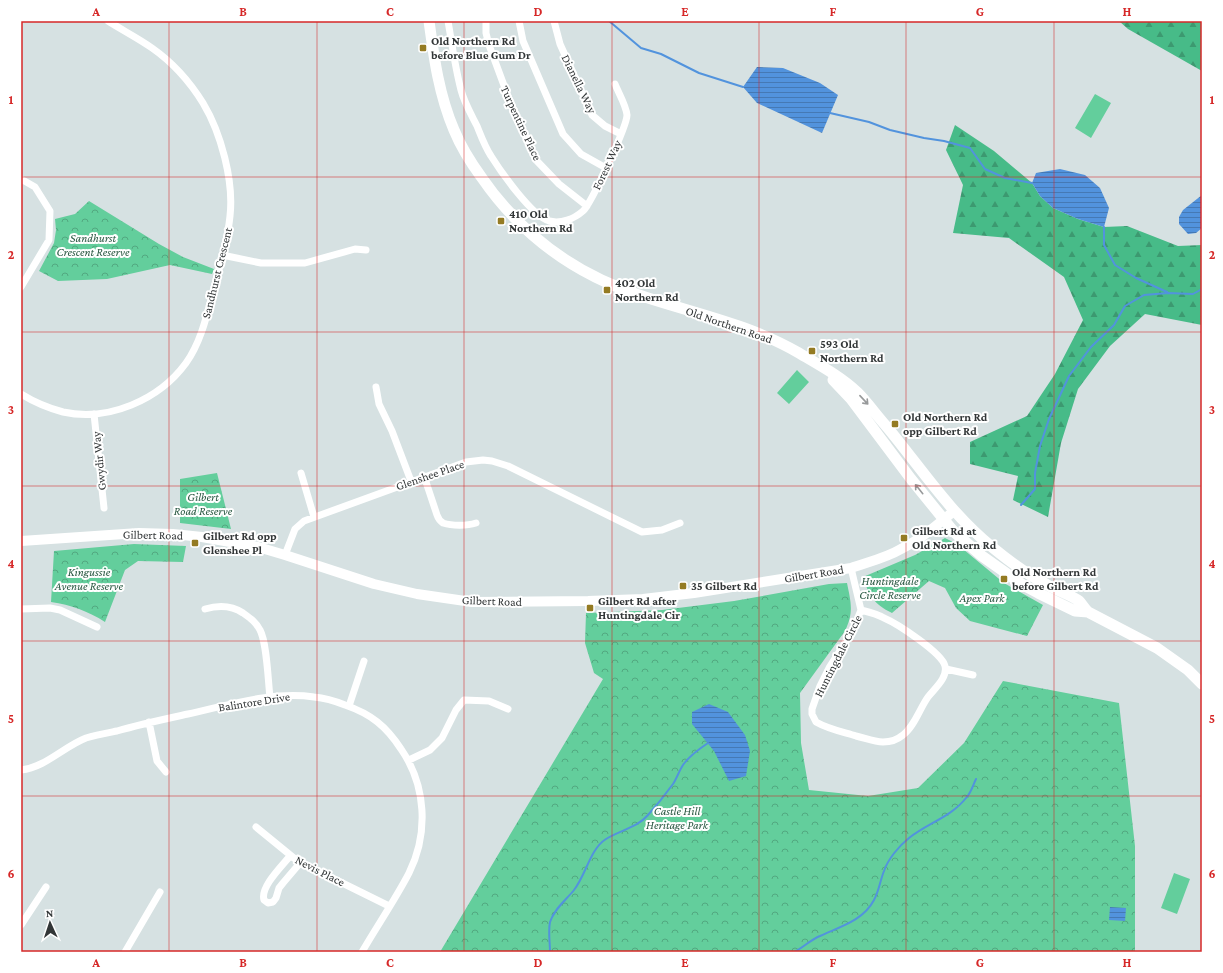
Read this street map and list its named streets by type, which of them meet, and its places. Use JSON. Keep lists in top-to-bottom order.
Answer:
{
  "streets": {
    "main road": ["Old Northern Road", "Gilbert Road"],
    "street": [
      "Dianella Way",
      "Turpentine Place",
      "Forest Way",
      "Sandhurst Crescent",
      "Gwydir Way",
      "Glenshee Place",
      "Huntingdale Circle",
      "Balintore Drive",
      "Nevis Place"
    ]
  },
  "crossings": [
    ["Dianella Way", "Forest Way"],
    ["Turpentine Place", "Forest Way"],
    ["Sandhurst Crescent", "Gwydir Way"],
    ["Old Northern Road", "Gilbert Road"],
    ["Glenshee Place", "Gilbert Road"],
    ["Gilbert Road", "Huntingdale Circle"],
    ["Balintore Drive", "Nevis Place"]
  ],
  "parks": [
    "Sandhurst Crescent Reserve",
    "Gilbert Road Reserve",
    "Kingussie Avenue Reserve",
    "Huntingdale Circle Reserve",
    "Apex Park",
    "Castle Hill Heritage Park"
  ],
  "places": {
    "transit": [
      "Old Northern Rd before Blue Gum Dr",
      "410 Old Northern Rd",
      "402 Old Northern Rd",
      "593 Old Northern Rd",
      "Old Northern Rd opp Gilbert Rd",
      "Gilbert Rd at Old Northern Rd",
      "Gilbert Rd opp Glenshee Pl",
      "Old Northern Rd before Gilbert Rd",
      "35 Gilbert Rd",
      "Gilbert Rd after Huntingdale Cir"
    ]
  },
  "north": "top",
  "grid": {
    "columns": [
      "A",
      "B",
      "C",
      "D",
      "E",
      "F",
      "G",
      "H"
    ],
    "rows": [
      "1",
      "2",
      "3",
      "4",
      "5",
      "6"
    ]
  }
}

*Task to carry out*.
Scan the entries above for the string "Dianella" and copy each line containing it.

*Task answer*.
      "Dianella Way",
    ["Dianella Way", "Forest Way"],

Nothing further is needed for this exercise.